21.04.2020 08:52 |

Sommer in den Bergen

Alpinvereine: „Das wird eine spezielle Saison“

Bergsteigen, Wandern - wird das im heurigen Sommer möglich sein? Zuversichtlich geben sich diesbezüglich die großen österreichischen Alpinvereine nach den angekündigten Lockerungsmaßnahmen. Eine Hüttensaison im Sommer 2020 könnte durchaus stattfinden: „Wir hoffen, dass ein Teil der Hütten Mitte Mai aufsperren kann“, meint Regina Hrbek von den Naturfreunden Österreich. Speziell werde diese Saison aber allemal, sind sich Alpinvereine einig.

Denn klar ist: Einschränkungen wird es geben, und sie werden Wanderer, Bergsteiger, aber auch Hüttenpächter treffen. Hygienevorschriften bei- und einzuhalten wird auf jeden Fall notwendig, Übernachtungen in Matratzenlagern oder gemeinschaftliches Frühstücken vor dem Aufbruch zu einer Bergtour werden in der gewohnten Form vorerst nicht mehr möglich sein. „Wir warten auf die Vorgaben der Regierung und hoffen, dass dabei auf konkrete Vorschläge eingegangen wird, die wir eingebracht haben“, meinte Hrbek, die bei den Naturfreunden für Hüttenmanagement - betreut werden von ihnen hierzulande 140 Standorte - zuständig ist.

Frühstück gestaffelt, Schlafplätze reduzieren
Die für Ende April erwarteten Auflagen sollten jedenfalls „am Berg umsetzbar“ sein. Es sei davon auszugehen, dass man die Schlafplätze reduzieren muss und auch bei der Essenausgabe die Einhaltung des Mindestabstands und weitere Sicherheitsvorkehrungen zu berücksichtigen sind. „Das Frühstück könnte man beispielsweise nach Zeiten gestaffelt in Kleingruppen servieren“, schlägt Hrbek vor. In Matratzenlagern wäre eine Abgrenzung mittels Raumteiler vorstellbar, Mehrbettzimmer könnten an Familienverbände vergeben werden, die in einem gemeinsamen Haushalt leben.

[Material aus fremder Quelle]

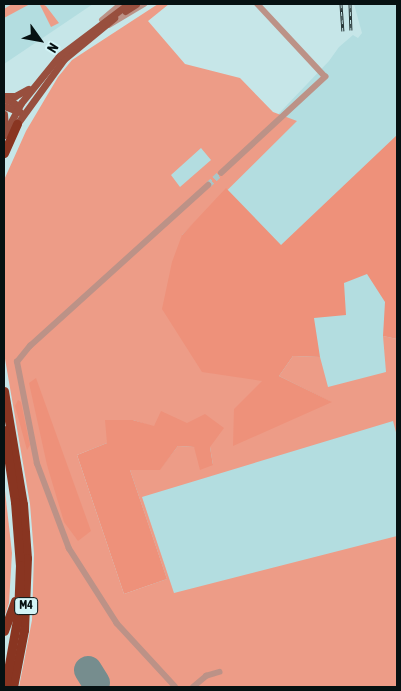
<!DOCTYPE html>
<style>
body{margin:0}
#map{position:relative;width:401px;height:691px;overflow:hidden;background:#c6e6e8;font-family:"Asap Condensed",sans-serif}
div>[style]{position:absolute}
.built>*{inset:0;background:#b3dde0}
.green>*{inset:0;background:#ed9c87}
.forest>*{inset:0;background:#ee917a}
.runway>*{height:28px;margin:-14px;padding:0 14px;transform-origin:14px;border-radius:14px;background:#768d8e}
.minor-tunnel>*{height:5.5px;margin-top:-2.75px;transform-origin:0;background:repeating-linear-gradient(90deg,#a9c6c8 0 5.5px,transparent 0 8.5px)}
.minor>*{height:5.5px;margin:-2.75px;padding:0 2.75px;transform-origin:2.75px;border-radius:2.75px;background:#bc9287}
.major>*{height:7px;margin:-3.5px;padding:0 3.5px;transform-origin:3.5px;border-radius:3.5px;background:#984f3e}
.highway>*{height:9px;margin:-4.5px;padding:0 4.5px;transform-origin:4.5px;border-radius:4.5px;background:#893521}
.rail>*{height:3px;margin-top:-1.5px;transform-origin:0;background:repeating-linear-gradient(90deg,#d3f4f6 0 4px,#253435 0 8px);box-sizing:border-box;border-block:1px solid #253435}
span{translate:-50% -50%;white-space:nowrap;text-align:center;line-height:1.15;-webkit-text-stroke:4px #d3f4f6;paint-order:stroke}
.shield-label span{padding:1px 4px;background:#d3f4f6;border:1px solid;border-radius:4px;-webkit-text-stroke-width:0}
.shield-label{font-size:12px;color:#061112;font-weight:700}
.frame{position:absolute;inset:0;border:5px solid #061112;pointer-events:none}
.north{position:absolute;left:15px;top:15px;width:50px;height:50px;-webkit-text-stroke:4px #d3f4f6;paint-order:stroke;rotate:122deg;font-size:14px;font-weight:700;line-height:20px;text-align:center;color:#061112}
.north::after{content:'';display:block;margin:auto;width:18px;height:22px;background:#061112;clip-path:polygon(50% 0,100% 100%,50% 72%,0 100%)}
</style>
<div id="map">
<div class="built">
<div style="clip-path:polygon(4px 4px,93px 4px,4px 64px)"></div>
<div style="clip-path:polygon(354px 4px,397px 4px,397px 687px,201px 687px,37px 343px,106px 177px,265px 128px,329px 61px,339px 47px,353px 35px,358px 38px,362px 33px)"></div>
</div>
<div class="green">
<div style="clip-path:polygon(12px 4px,30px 4px,4px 18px,4px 9px)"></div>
<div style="clip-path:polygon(33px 4px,42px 4px,46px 6px,59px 23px,51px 27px,40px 5px)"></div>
<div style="clip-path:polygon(evenodd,158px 4px,169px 4px,148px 21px,185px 64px,240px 78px,273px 112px,297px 121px,182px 235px,262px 381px,331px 402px,279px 376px,293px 356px,320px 357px,328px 387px,386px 372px,383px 336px,397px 339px,397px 436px,393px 421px,142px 497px,174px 593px,397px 536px,397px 687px,19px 687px,32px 620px,34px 554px,30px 504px,4px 353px,4px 180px,26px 131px,58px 77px,72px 60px,158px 4px,201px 148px,211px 160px,180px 187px,171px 175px,201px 148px,158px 4px,133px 420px,154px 427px,187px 423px,210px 447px,213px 465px,194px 447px,178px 446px,160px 469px,130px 470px,167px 579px,124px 594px,77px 455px,107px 443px,133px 420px)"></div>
<div style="clip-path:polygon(4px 482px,12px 553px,9px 603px,4px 618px)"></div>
</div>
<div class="forest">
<div style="clip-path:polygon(397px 135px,397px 339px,383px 336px,385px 302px,367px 274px,344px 283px,346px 315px,314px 318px,320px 357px,293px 356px,279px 376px,332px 402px,233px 446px,234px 409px,262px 381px,202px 372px,162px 309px,172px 262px,182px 235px,226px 188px,281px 245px)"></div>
<div style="clip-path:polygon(36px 378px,91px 531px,78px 541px,64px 522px,47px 465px,29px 383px)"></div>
<div style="clip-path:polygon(18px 400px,21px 402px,30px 445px,27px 450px,15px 406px)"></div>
<div style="clip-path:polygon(161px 411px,187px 423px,205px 414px,224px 428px,210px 447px,213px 465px,200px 470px,194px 447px,178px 446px,160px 470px,130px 470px,167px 579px,124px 594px,77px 455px,107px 443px,105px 420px,133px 420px,154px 426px)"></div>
</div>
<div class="runway">
<div style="left:88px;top:670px;width:15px;rotate:58deg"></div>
</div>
<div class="minor-tunnel">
<div style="left:208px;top:185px;width:18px;rotate:-43deg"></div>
</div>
<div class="minor">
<div style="left:102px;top:20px;width:25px;rotate:-40deg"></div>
<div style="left:109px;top:25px;width:41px;rotate:-31deg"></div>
<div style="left:221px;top:173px;width:142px;rotate:-42.7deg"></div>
<div style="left:325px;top:77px;width:100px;rotate:-133deg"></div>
<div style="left:175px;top:687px;width:86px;rotate:-132.6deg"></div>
<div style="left:117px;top:624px;width:89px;rotate:-122.6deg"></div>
<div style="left:69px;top:549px;width:91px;rotate:-110.6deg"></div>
<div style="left:37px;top:464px;width:104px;rotate:-101.1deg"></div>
<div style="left:17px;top:362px;width:21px;rotate:-51deg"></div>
<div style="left:30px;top:346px;width:240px;rotate:-42.1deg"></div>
<div style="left:193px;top:687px;width:17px;rotate:-40deg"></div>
<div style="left:206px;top:676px;width:14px;rotate:-17deg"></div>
</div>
<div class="major">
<div style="left:125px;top:11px;width:13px;rotate:-32deg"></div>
<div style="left:4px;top:96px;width:11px"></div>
<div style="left:15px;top:96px;width:15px;rotate:-28deg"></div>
<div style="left:4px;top:99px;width:11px;rotate:22deg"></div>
<div style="left:14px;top:103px;width:9px;rotate:58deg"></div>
<div style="left:4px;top:106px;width:17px;rotate:21deg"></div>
<div style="left:4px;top:114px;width:15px;rotate:86deg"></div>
<div style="left:17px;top:124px;width:80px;rotate:-54.1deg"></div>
<div style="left:64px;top:59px;width:65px;rotate:-39.4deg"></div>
<div style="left:4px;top:135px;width:36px;rotate:-62deg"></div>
<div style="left:21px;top:103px;width:60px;rotate:-51deg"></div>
<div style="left:59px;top:56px;width:86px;rotate:-37deg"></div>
</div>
<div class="highway">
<div style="left:4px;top:153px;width:32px;rotate:-66deg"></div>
<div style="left:4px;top:391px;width:115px;rotate:80.5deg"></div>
<div style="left:23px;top:504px;width:54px;rotate:85.8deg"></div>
<div style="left:27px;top:558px;width:72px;rotate:92.4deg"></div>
<div style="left:24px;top:630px;width:58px;rotate:100.9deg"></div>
<div style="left:4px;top:430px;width:73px;rotate:81.3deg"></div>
<div style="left:15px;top:502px;width:63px;rotate:85.5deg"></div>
<div style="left:20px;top:565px;width:49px;rotate:92.3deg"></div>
<div style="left:18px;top:614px;width:74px;rotate:100.1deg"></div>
<div style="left:4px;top:631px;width:32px;rotate:-70deg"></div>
</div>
<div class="rail">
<div style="left:341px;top:4px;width:27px;rotate:86deg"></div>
<div style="left:350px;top:4px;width:26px;rotate:88deg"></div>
</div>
<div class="shield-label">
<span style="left:26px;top:606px">M4</span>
</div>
<div class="frame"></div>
<div class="north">N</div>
</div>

Hüttenpächter werden allerdings nur dann aufsperren, wenn das nicht mit einem unzumutbaren Aufwand verbunden ist und sich der Betrieb wirtschaftlich lohnt. Offen ist auch, ob die Hüttenwirte ausreichend Personal bekommen, das - wie Alpenverein-Experte Peter Kapelari unterstreicht - oftmals aus den östlichen Nachbarländern kommt. Ob und inwieweit diesen Menschen die Einreise ermöglicht wird, ist derzeit unklar. Die Politik sollte dabei keine unüberwindbaren Hürden aufbauen, betonte Kapelari.

Urlaub am Berg statt Urlaub im Süden
Der Alpenverein, der mehr als 230 Hütten betreibt, glaubt jedenfalls, dass die besonderen Umstände heuer überdurchschnittlich viele Österreicher in die Berge locken könnten. „Wenn der Urlaub im Süden flachfällt, wird der eine oder andere die Schönheit der Berge und der Natur für sich entdecken“, zeigte sich Kapelari überzeugt.

Touren mit „Maß und Ziel“
Die Gefahr zu verunfallen ist jedoch auch in den Bergen durchaus gegeben, selbst in Zeiten der strengsten Quarantänemaßnahmen waren zuletzt immer wieder Rettungs- oder Bergungseinsätze für die Helfer der Österreichischen Bergrettungen zu absolvieren. Und auch wenn es mit 1. Mai einen Neustart im Breitensport gibt - der Appell der Bergretter bleibt aufrecht: Risiken zu minimieren. Sportler sollen ihre Touren „mit Maß und Ziel“ absolvieren und sich während der Pandemie „ein bissl einschränken“, so der Rat von Stefan Hochstaffl, Präsident des Österreichischen Bergrettungsdienstes. „Ich würde empfehlen, in Zeiten wie diesen nicht unbedingt die schwierigsten und gefährlichsten Touren zu machen.“

Bezüglich einer möglichen Ansteckungsgefahr mit dem Coronavirus sind die Berge jedoch „der sicherste Ort“, sagte Hochstaffl. Und auch die Helfer selbst sind im Fall des Falles gut gerüstet. „Alle Ortsstellen sind gut mit Schutzmasken, Handschuhen und Desinfektionsmittel gerüstet“, betonte er. Bergungen können sich derzeit jedenfalls aufwendiger gestalten, sagte der Bergretter.